WHAT NEEDS TO BE DONE: The records below hold pictures; please leave those out and retype the rest exactly.

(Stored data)
====================

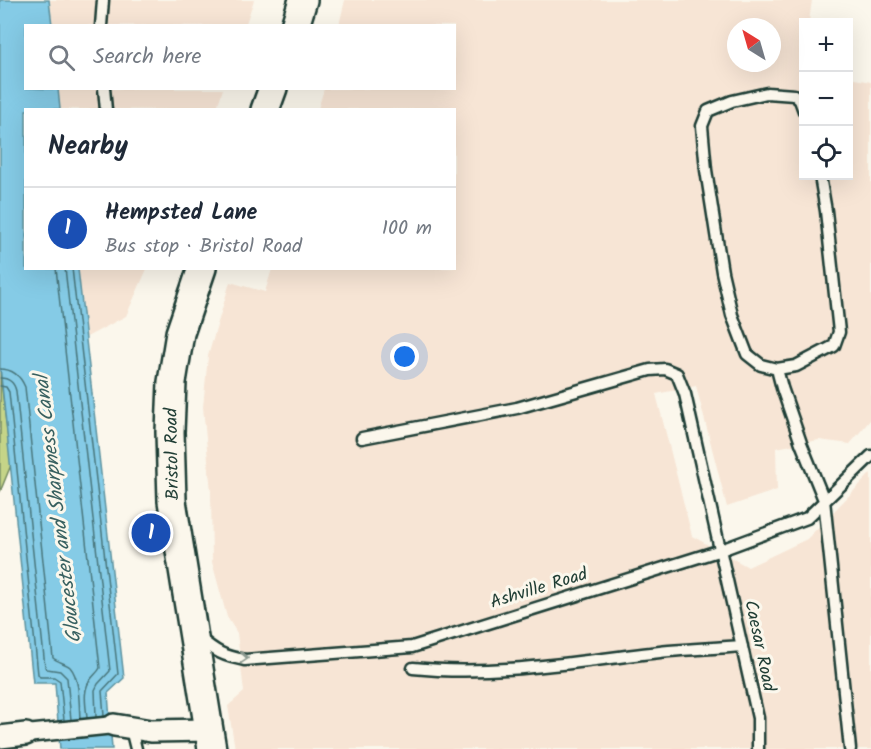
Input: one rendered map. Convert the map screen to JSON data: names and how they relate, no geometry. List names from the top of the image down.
{
  "streets": {
    "street": ["Bristol Road"],
    "lane": ["Ashville Road", "Caesar Road"]
  },
  "crossings": [
    ["Bristol Road", "Ashville Road"],
    ["Ashville Road", "Caesar Road"]
  ],
  "water": ["Gloucester and Sharpness Canal"],
  "north": "top left",
  "page": {
    "map_buttons": ["+", "−"],
    "search": "Search here",
    "heading": "Nearby",
    "list": [
      {
        "mark": "1",
        "name": "Hempsted Lane",
        "note": "Bus stop · Bristol Road",
        "value": "100 m"
      }
    ],
    "pins": "1"
  }
}
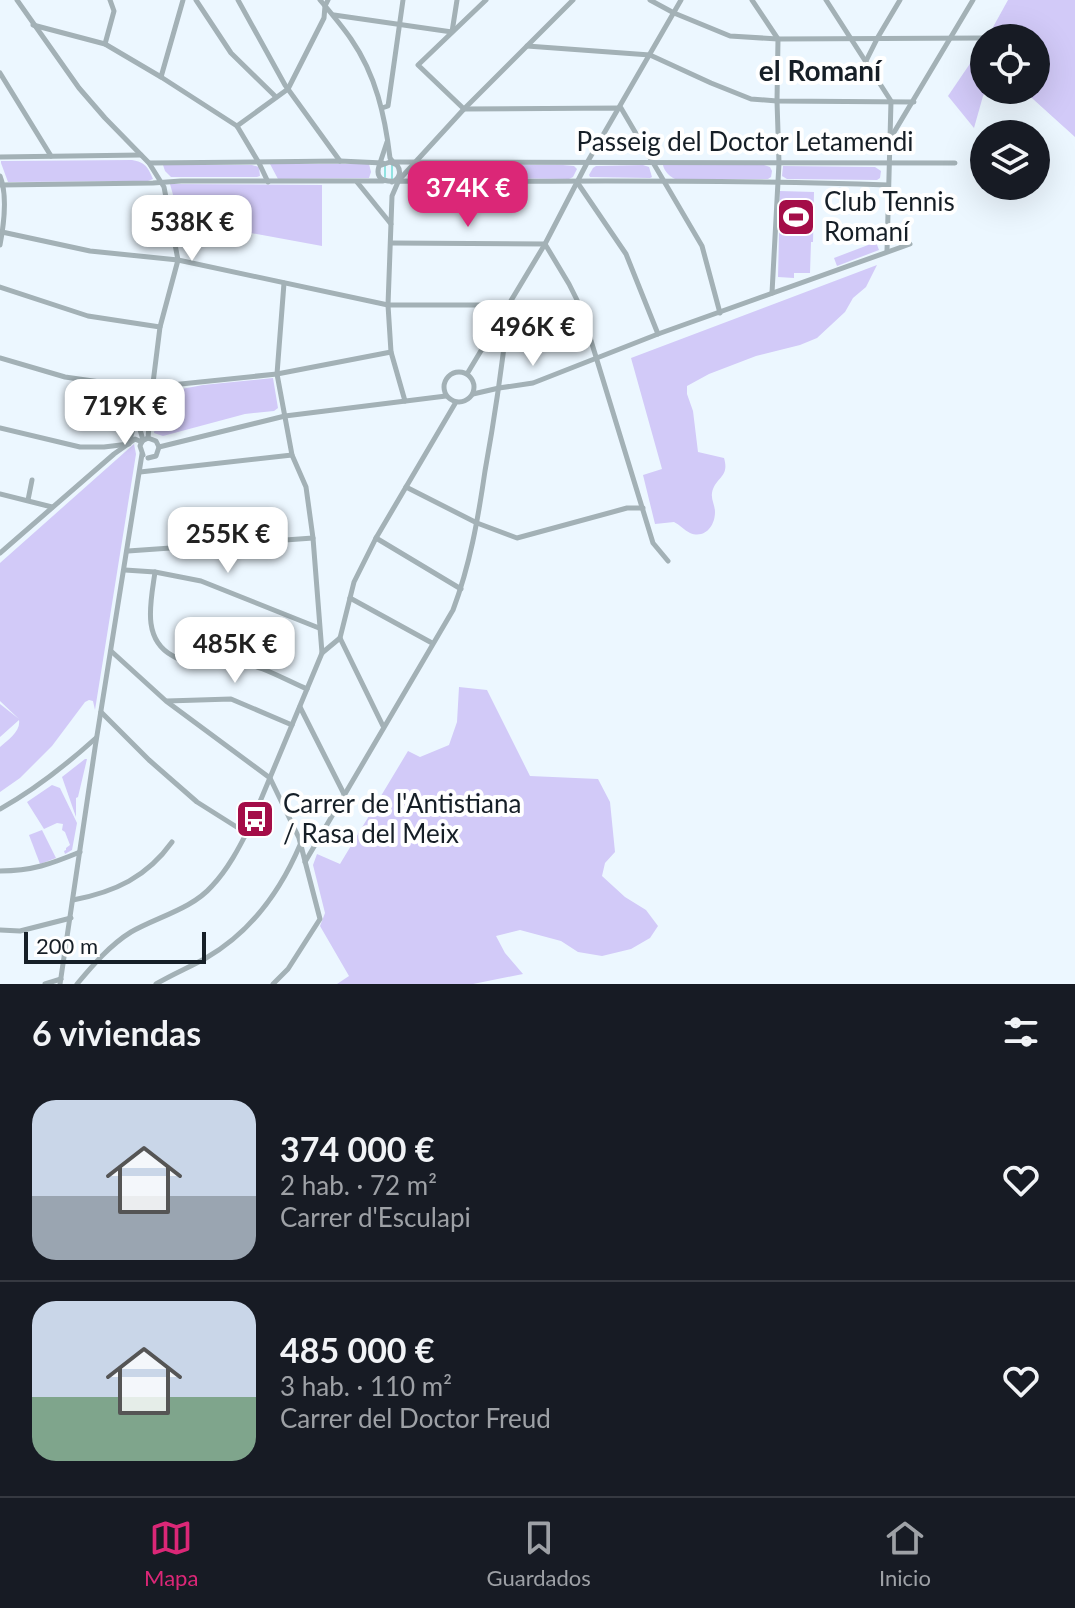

====================

SOLUTION FOR THIS PROBLEM:
Input: one rendered map. Convert the map screen to JSON data: names and how they relate, no geometry. List names from the top of the image down.
{
  "streets": {
    "street": ["Bristol Road"],
    "lane": ["Ashville Road", "Caesar Road"]
  },
  "crossings": [
    ["Bristol Road", "Ashville Road"],
    ["Ashville Road", "Caesar Road"]
  ],
  "water": ["Gloucester and Sharpness Canal"],
  "north": "top left",
  "page": {
    "map_buttons": ["+", "−"],
    "search": "Search here",
    "heading": "Nearby",
    "list": [
      {
        "mark": "1",
        "name": "Hempsted Lane",
        "note": "Bus stop · Bristol Road",
        "value": "100 m"
      }
    ],
    "pins": "1"
  }
}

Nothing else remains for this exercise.